§ What is expected
Type every record exactly as it appears.

Data extracts below:

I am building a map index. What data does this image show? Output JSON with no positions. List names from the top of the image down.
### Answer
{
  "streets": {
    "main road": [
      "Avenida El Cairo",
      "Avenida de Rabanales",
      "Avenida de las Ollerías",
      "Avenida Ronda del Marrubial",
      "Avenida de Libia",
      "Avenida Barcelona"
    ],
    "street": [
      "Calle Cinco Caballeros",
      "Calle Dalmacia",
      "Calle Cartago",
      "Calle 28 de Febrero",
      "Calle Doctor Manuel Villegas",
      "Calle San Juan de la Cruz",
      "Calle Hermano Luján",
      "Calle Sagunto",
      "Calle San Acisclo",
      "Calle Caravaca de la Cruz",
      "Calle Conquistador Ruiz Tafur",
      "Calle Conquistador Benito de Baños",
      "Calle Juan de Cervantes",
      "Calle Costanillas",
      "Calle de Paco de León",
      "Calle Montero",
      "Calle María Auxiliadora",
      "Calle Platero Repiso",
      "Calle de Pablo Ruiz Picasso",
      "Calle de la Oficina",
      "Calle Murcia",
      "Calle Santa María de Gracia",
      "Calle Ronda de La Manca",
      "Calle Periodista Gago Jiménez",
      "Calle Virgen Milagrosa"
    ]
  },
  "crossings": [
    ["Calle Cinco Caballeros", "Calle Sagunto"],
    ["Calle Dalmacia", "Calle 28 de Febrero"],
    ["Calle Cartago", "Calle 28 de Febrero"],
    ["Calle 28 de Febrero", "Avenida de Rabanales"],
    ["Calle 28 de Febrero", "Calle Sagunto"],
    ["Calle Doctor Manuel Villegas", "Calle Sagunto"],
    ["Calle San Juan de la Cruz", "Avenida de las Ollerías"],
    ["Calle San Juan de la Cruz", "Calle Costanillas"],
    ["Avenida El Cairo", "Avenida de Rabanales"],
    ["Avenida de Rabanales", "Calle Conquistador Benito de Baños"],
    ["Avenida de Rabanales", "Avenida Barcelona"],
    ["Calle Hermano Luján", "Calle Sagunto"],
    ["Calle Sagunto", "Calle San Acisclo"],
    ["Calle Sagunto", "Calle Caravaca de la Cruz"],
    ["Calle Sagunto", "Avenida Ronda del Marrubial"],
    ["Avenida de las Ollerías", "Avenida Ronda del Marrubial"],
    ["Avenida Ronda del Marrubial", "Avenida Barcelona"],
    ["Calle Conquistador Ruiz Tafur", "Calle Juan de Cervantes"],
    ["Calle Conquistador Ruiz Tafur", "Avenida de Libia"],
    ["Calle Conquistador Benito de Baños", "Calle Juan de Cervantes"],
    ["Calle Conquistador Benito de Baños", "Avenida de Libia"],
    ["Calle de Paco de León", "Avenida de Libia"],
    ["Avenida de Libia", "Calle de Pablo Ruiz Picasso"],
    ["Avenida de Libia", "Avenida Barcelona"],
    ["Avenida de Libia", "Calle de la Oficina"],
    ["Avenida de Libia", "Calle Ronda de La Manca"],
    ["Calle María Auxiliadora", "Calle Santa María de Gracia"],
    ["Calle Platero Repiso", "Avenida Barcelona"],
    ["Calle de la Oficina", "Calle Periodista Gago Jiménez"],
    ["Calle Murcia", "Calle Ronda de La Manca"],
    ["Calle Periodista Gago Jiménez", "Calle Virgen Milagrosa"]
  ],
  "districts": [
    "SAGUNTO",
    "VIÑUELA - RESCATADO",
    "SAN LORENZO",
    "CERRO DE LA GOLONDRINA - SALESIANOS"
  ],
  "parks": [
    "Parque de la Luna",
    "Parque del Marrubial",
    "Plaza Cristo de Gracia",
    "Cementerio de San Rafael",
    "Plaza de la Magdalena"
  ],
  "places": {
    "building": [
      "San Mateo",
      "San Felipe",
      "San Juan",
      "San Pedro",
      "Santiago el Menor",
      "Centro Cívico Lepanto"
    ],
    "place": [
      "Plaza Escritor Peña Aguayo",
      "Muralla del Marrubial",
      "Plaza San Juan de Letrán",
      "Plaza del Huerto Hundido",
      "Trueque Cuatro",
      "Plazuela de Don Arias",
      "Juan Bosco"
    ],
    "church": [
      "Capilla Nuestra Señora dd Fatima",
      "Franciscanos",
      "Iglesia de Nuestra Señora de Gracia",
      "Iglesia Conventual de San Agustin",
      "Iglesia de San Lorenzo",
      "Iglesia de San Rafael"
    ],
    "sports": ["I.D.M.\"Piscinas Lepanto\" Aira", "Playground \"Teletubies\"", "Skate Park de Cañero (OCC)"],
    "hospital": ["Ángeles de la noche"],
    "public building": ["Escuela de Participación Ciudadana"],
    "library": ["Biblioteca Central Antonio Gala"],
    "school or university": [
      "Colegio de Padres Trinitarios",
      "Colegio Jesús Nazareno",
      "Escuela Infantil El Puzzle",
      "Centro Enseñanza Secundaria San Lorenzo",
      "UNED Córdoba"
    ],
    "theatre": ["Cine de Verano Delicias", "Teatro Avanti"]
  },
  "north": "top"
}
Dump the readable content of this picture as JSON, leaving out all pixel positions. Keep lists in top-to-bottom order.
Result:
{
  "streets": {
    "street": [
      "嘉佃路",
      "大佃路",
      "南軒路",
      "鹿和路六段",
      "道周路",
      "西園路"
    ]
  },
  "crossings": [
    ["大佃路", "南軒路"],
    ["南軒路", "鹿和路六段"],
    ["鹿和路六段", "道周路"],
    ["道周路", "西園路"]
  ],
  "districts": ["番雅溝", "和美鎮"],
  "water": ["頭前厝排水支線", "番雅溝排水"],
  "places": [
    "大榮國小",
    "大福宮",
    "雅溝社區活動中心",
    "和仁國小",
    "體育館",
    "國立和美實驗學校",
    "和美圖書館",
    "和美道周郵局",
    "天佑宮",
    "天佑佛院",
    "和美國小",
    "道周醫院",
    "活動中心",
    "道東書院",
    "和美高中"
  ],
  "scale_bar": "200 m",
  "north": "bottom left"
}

End of Data extracts.

§ Your response
I am building a map index. What data does this image show? Output JSON with no positions. List names from the top of the image down.
### Answer
{
  "streets": {
    "main road": [
      "Avenida El Cairo",
      "Avenida de Rabanales",
      "Avenida de las Ollerías",
      "Avenida Ronda del Marrubial",
      "Avenida de Libia",
      "Avenida Barcelona"
    ],
    "street": [
      "Calle Cinco Caballeros",
      "Calle Dalmacia",
      "Calle Cartago",
      "Calle 28 de Febrero",
      "Calle Doctor Manuel Villegas",
      "Calle San Juan de la Cruz",
      "Calle Hermano Luján",
      "Calle Sagunto",
      "Calle San Acisclo",
      "Calle Caravaca de la Cruz",
      "Calle Conquistador Ruiz Tafur",
      "Calle Conquistador Benito de Baños",
      "Calle Juan de Cervantes",
      "Calle Costanillas",
      "Calle de Paco de León",
      "Calle Montero",
      "Calle María Auxiliadora",
      "Calle Platero Repiso",
      "Calle de Pablo Ruiz Picasso",
      "Calle de la Oficina",
      "Calle Murcia",
      "Calle Santa María de Gracia",
      "Calle Ronda de La Manca",
      "Calle Periodista Gago Jiménez",
      "Calle Virgen Milagrosa"
    ]
  },
  "crossings": [
    ["Calle Cinco Caballeros", "Calle Sagunto"],
    ["Calle Dalmacia", "Calle 28 de Febrero"],
    ["Calle Cartago", "Calle 28 de Febrero"],
    ["Calle 28 de Febrero", "Avenida de Rabanales"],
    ["Calle 28 de Febrero", "Calle Sagunto"],
    ["Calle Doctor Manuel Villegas", "Calle Sagunto"],
    ["Calle San Juan de la Cruz", "Avenida de las Ollerías"],
    ["Calle San Juan de la Cruz", "Calle Costanillas"],
    ["Avenida El Cairo", "Avenida de Rabanales"],
    ["Avenida de Rabanales", "Calle Conquistador Benito de Baños"],
    ["Avenida de Rabanales", "Avenida Barcelona"],
    ["Calle Hermano Luján", "Calle Sagunto"],
    ["Calle Sagunto", "Calle San Acisclo"],
    ["Calle Sagunto", "Calle Caravaca de la Cruz"],
    ["Calle Sagunto", "Avenida Ronda del Marrubial"],
    ["Avenida de las Ollerías", "Avenida Ronda del Marrubial"],
    ["Avenida Ronda del Marrubial", "Avenida Barcelona"],
    ["Calle Conquistador Ruiz Tafur", "Calle Juan de Cervantes"],
    ["Calle Conquistador Ruiz Tafur", "Avenida de Libia"],
    ["Calle Conquistador Benito de Baños", "Calle Juan de Cervantes"],
    ["Calle Conquistador Benito de Baños", "Avenida de Libia"],
    ["Calle de Paco de León", "Avenida de Libia"],
    ["Avenida de Libia", "Calle de Pablo Ruiz Picasso"],
    ["Avenida de Libia", "Avenida Barcelona"],
    ["Avenida de Libia", "Calle de la Oficina"],
    ["Avenida de Libia", "Calle Ronda de La Manca"],
    ["Calle María Auxiliadora", "Calle Santa María de Gracia"],
    ["Calle Platero Repiso", "Avenida Barcelona"],
    ["Calle de la Oficina", "Calle Periodista Gago Jiménez"],
    ["Calle Murcia", "Calle Ronda de La Manca"],
    ["Calle Periodista Gago Jiménez", "Calle Virgen Milagrosa"]
  ],
  "districts": [
    "SAGUNTO",
    "VIÑUELA - RESCATADO",
    "SAN LORENZO",
    "CERRO DE LA GOLONDRINA - SALESIANOS"
  ],
  "parks": [
    "Parque de la Luna",
    "Parque del Marrubial",
    "Plaza Cristo de Gracia",
    "Cementerio de San Rafael",
    "Plaza de la Magdalena"
  ],
  "places": {
    "building": [
      "San Mateo",
      "San Felipe",
      "San Juan",
      "San Pedro",
      "Santiago el Menor",
      "Centro Cívico Lepanto"
    ],
    "place": [
      "Plaza Escritor Peña Aguayo",
      "Muralla del Marrubial",
      "Plaza San Juan de Letrán",
      "Plaza del Huerto Hundido",
      "Trueque Cuatro",
      "Plazuela de Don Arias",
      "Juan Bosco"
    ],
    "church": [
      "Capilla Nuestra Señora dd Fatima",
      "Franciscanos",
      "Iglesia de Nuestra Señora de Gracia",
      "Iglesia Conventual de San Agustin",
      "Iglesia de San Lorenzo",
      "Iglesia de San Rafael"
    ],
    "sports": ["I.D.M.\"Piscinas Lepanto\" Aira", "Playground \"Teletubies\"", "Skate Park de Cañero (OCC)"],
    "hospital": ["Ángeles de la noche"],
    "public building": ["Escuela de Participación Ciudadana"],
    "library": ["Biblioteca Central Antonio Gala"],
    "school or university": [
      "Colegio de Padres Trinitarios",
      "Colegio Jesús Nazareno",
      "Escuela Infantil El Puzzle",
      "Centro Enseñanza Secundaria San Lorenzo",
      "UNED Córdoba"
    ],
    "theatre": ["Cine de Verano Delicias", "Teatro Avanti"]
  },
  "north": "top"
}
Dump the readable content of this picture as JSON, leaving out all pixel positions. Keep lists in top-to-bottom order.
Result:
{
  "streets": {
    "street": [
      "嘉佃路",
      "大佃路",
      "南軒路",
      "鹿和路六段",
      "道周路",
      "西園路"
    ]
  },
  "crossings": [
    ["大佃路", "南軒路"],
    ["南軒路", "鹿和路六段"],
    ["鹿和路六段", "道周路"],
    ["道周路", "西園路"]
  ],
  "districts": ["番雅溝", "和美鎮"],
  "water": ["頭前厝排水支線", "番雅溝排水"],
  "places": [
    "大榮國小",
    "大福宮",
    "雅溝社區活動中心",
    "和仁國小",
    "體育館",
    "國立和美實驗學校",
    "和美圖書館",
    "和美道周郵局",
    "天佑宮",
    "天佑佛院",
    "和美國小",
    "道周醫院",
    "活動中心",
    "道東書院",
    "和美高中"
  ],
  "scale_bar": "200 m",
  "north": "bottom left"
}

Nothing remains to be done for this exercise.